Work to complete :: The entries below must be reproduced exactly; their pictures are not part of the copy.

Input for this task ::

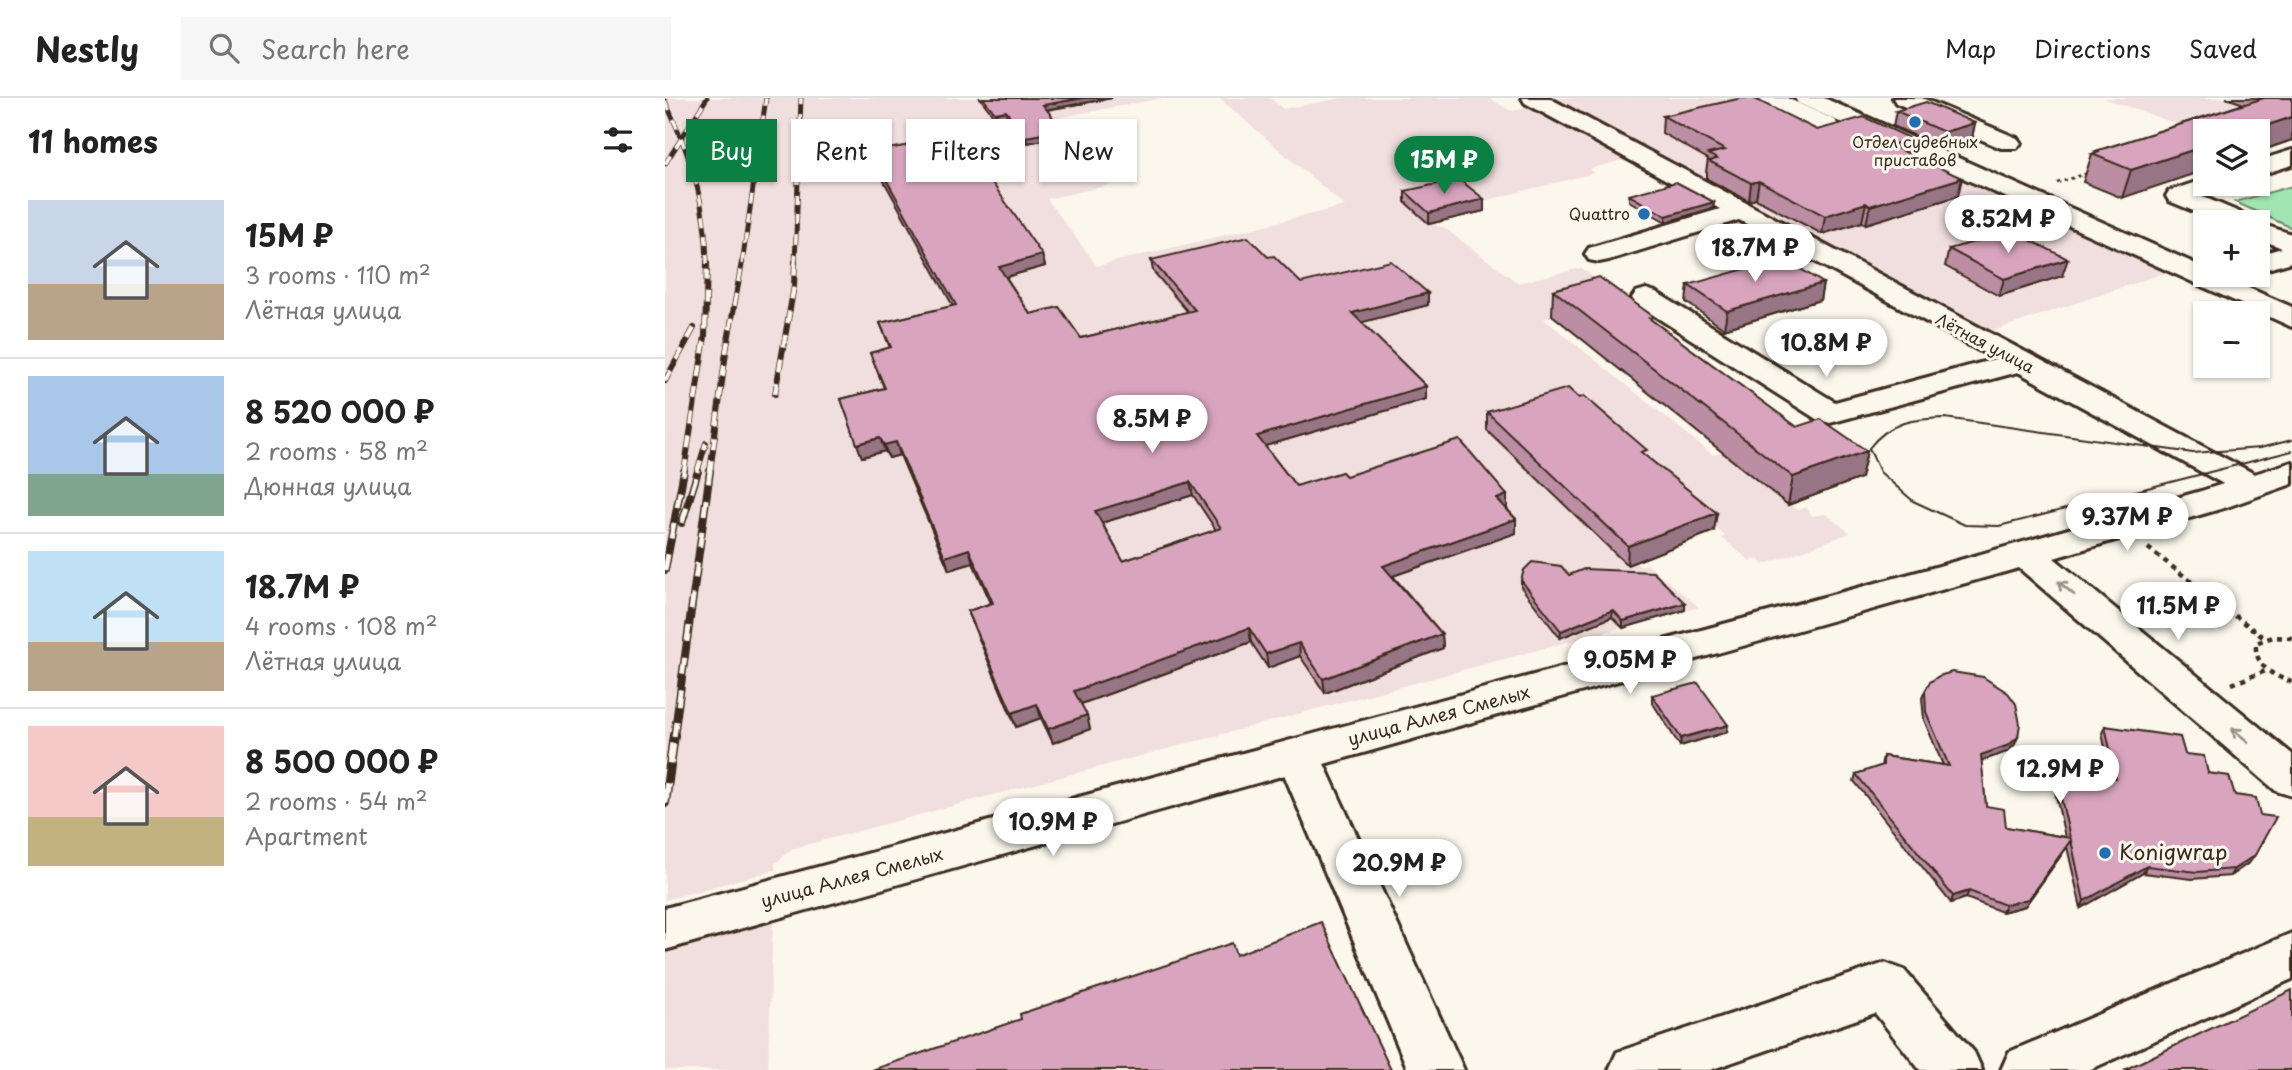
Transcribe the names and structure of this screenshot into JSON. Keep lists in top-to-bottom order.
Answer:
{
  "streets": {
    "street": ["Лётная улица", "улица Аллея Смелых"]
  },
  "crossings": [
    ["Лётная улица", "улица Аллея Смелых"]
  ],
  "places": ["Отдел судебных приставов", "Quattro", "Konigwrap"],
  "page": {
    "header": "Nestly",
    "search": "Search here",
    "nav": ["Map", "Directions", "Saved"],
    "heading": "11 homes",
    "map_buttons": ["+", "−"],
    "chip": [
      "Buy",
      "Rent",
      "Filters",
      "New"
    ],
    "price": [
      "15M ₽",
      "8.52M ₽",
      "18.7M ₽",
      "10.8M ₽",
      "8.5M ₽",
      "9.37M ₽",
      "11.5M ₽",
      "9.05M ₽",
      "12.9M ₽",
      "10.9M ₽",
      "20.9M ₽"
    ],
    "list": [
      {
        "name": "15M ₽",
        "note": "3 rooms · 110 m² · Лётная улица"
      },
      {
        "name": "8 520 000 ₽",
        "note": "2 rooms · 58 m² · Дюнная улица"
      },
      {
        "name": "18.7M ₽",
        "note": "4 rooms · 108 m² · Лётная улица"
      },
      {
        "name": "8 500 000 ₽",
        "note": "2 rooms · 54 m² · Apartment"
      }
    ]
  }
}
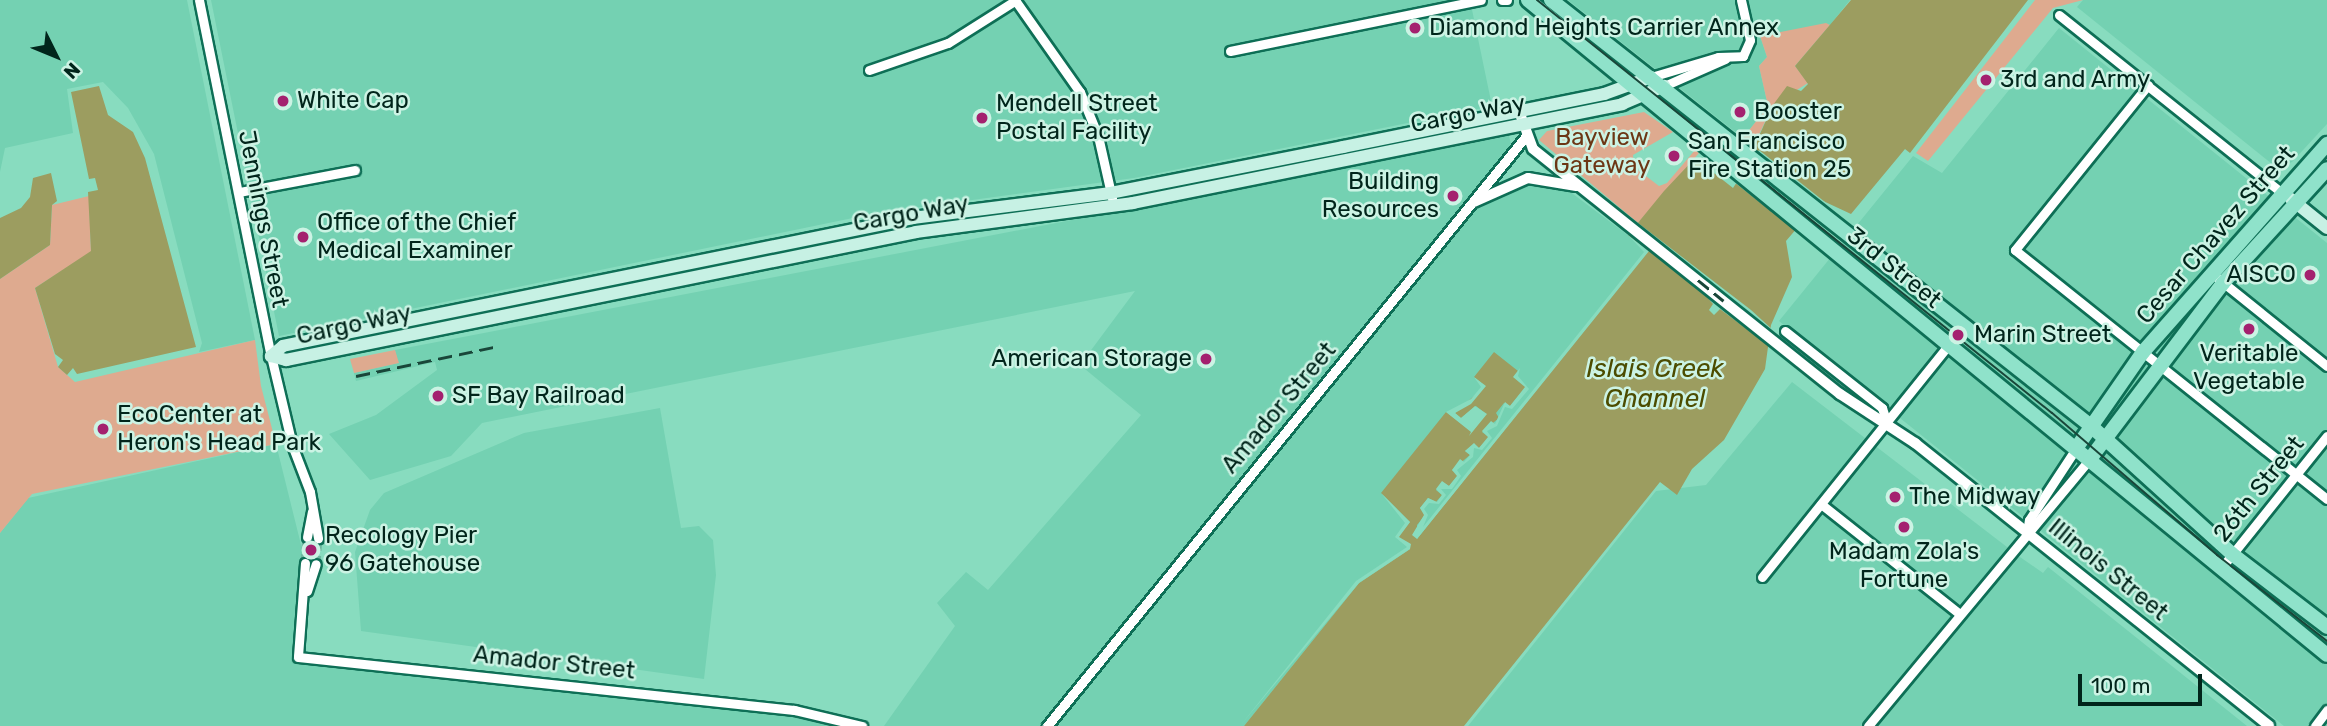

Exercise response ::
Transcribe the names and structure of this screenshot into JSON. Keep lists in top-to-bottom order.
Answer:
{
  "streets": {
    "street": ["Лётная улица", "улица Аллея Смелых"]
  },
  "crossings": [
    ["Лётная улица", "улица Аллея Смелых"]
  ],
  "places": ["Отдел судебных приставов", "Quattro", "Konigwrap"],
  "page": {
    "header": "Nestly",
    "search": "Search here",
    "nav": ["Map", "Directions", "Saved"],
    "heading": "11 homes",
    "map_buttons": ["+", "−"],
    "chip": [
      "Buy",
      "Rent",
      "Filters",
      "New"
    ],
    "price": [
      "15M ₽",
      "8.52M ₽",
      "18.7M ₽",
      "10.8M ₽",
      "8.5M ₽",
      "9.37M ₽",
      "11.5M ₽",
      "9.05M ₽",
      "12.9M ₽",
      "10.9M ₽",
      "20.9M ₽"
    ],
    "list": [
      {
        "name": "15M ₽",
        "note": "3 rooms · 110 m² · Лётная улица"
      },
      {
        "name": "8 520 000 ₽",
        "note": "2 rooms · 58 m² · Дюнная улица"
      },
      {
        "name": "18.7M ₽",
        "note": "4 rooms · 108 m² · Лётная улица"
      },
      {
        "name": "8 500 000 ₽",
        "note": "2 rooms · 54 m² · Apartment"
      }
    ]
  }
}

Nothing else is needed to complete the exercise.